City, St George’s University of London (Tooting Campus).
Learn how genomics can help understand and diagnose diseases, personalise treatment and improve health outcomes.
Every individual is unique – our genomes and the way they respond to disease and infection is different. By understanding what’s going on in our bodies, we can work towards a future where healthcare is personalised, and patients’ needs are targeted more effectively. Genomics is evolving rapidly and making an impact across oncology, pharmacology, cardiovascular disease and neuroscience.
This course is jointly taught with King’s College London and follows a curriculum designed by NHS England. This means you’ll have access to extensive expertise in areas like bioinformatics and cardiovascular genomics. Both institutions are also part of the South East Genomic Laboratory Hub. This is one of the largest providers of genomic testing in the UK and a national centre for specialist testing for haematology, respiratory, skin conditions, and more.
We’ve designed this course to introduce the key areas of genomics. You’ll also gain an understanding of disease genetics and how genomic medicine can explain disease mechanisms and biology.
You’ll examine the range of ‘omic’ technologies, their interpretation and application in key areas such as cancer, rare inherited diseases and infectious diseases, as well as research.
Nowadays bioinformatics and data interpretation are playing a crucial role in genomics. In our programme, we’ll make sure that you learn the skills to critically interpret existing research, as well as collect, analyse and interpret your own data using different techniques.
We share our site with one of the UK’s largest teaching hospitals giving you the chance to learn in a busy healthcare environment. Most of our teaching staff have previously worked in genomics across a range of specialist areas, so you will learn from academics, researchers and clinicians with real on-the-job experience.

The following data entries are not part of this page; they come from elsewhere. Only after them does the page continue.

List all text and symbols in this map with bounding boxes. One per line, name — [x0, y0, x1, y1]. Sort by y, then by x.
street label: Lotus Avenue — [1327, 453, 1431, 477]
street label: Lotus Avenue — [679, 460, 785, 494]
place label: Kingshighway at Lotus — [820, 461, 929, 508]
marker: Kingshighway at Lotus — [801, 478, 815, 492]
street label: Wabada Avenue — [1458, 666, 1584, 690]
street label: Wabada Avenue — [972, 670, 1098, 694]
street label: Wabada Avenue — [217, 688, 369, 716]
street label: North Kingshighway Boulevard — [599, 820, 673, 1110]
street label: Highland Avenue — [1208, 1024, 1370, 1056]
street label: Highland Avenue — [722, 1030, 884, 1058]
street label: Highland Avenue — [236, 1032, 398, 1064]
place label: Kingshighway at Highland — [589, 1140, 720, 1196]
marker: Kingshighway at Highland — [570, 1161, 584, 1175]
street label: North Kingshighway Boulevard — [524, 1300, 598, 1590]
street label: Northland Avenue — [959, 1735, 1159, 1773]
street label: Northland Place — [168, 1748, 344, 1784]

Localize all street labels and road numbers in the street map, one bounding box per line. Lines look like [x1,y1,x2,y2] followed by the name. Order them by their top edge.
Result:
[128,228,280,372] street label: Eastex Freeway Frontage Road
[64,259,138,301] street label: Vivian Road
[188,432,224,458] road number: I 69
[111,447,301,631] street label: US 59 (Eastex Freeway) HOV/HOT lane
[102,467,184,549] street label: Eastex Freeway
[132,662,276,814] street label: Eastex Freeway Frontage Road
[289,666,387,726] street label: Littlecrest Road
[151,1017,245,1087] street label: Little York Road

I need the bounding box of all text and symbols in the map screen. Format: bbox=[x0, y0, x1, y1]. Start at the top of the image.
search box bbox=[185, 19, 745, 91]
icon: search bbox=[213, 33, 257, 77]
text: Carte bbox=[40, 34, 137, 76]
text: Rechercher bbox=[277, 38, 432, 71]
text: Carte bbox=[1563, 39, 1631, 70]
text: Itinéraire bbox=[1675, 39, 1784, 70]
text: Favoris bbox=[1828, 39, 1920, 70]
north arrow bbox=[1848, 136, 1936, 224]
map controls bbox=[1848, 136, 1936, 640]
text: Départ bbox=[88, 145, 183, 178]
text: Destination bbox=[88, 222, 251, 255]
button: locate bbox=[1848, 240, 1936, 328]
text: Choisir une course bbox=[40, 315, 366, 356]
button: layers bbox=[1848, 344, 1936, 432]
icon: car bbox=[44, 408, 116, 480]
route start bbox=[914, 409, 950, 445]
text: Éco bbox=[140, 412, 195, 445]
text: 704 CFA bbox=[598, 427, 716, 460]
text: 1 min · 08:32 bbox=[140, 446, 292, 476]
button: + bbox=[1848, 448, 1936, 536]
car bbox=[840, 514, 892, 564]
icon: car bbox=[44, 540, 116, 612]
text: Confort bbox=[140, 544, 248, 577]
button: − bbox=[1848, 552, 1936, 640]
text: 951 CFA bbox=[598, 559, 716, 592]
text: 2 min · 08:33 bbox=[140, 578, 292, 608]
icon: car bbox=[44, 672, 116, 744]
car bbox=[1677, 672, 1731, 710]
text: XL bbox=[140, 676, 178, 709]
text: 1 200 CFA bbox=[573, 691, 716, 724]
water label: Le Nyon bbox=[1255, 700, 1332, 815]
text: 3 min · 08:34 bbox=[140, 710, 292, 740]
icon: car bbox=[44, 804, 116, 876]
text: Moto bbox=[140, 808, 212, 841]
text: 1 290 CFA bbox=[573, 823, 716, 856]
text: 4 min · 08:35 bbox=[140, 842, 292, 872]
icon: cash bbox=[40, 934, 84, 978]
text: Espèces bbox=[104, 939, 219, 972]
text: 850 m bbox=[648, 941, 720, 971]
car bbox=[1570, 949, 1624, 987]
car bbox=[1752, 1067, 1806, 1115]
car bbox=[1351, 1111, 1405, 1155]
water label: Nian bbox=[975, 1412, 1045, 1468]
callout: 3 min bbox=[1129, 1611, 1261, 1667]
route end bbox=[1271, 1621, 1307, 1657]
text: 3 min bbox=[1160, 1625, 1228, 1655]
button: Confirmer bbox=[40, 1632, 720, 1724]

We use a patient-centred approach in our education. We invite representatives from patient groups or someone who has been through a genetic process to share their experience and what it meant to them.
Careers
Genomics is an area of rapid change, with a particular skills shortage in bioinformatics. We’ve designed this course for recent graduates and healthcare professionals who want to specialise in this field and master genomic technologies for their role. You might be a researcher or work as a diagnostic and healthcare professional.
Our graduates have gone on to work in clinical diagnostics, clinical trials, the NHS Scientist Training Programme, bioinformatics, and laboratory research. Others have continued to study further postgraduate programmes or a PhD.
Entry requirements
Students must have the equivalent of a bachelor degree to intercalate a Master’s. This will usually require you to have a BSc degree or have completed the first three years of your medical programme.
Closing date
Applications typically open in November and close in July. Early applications are recommended.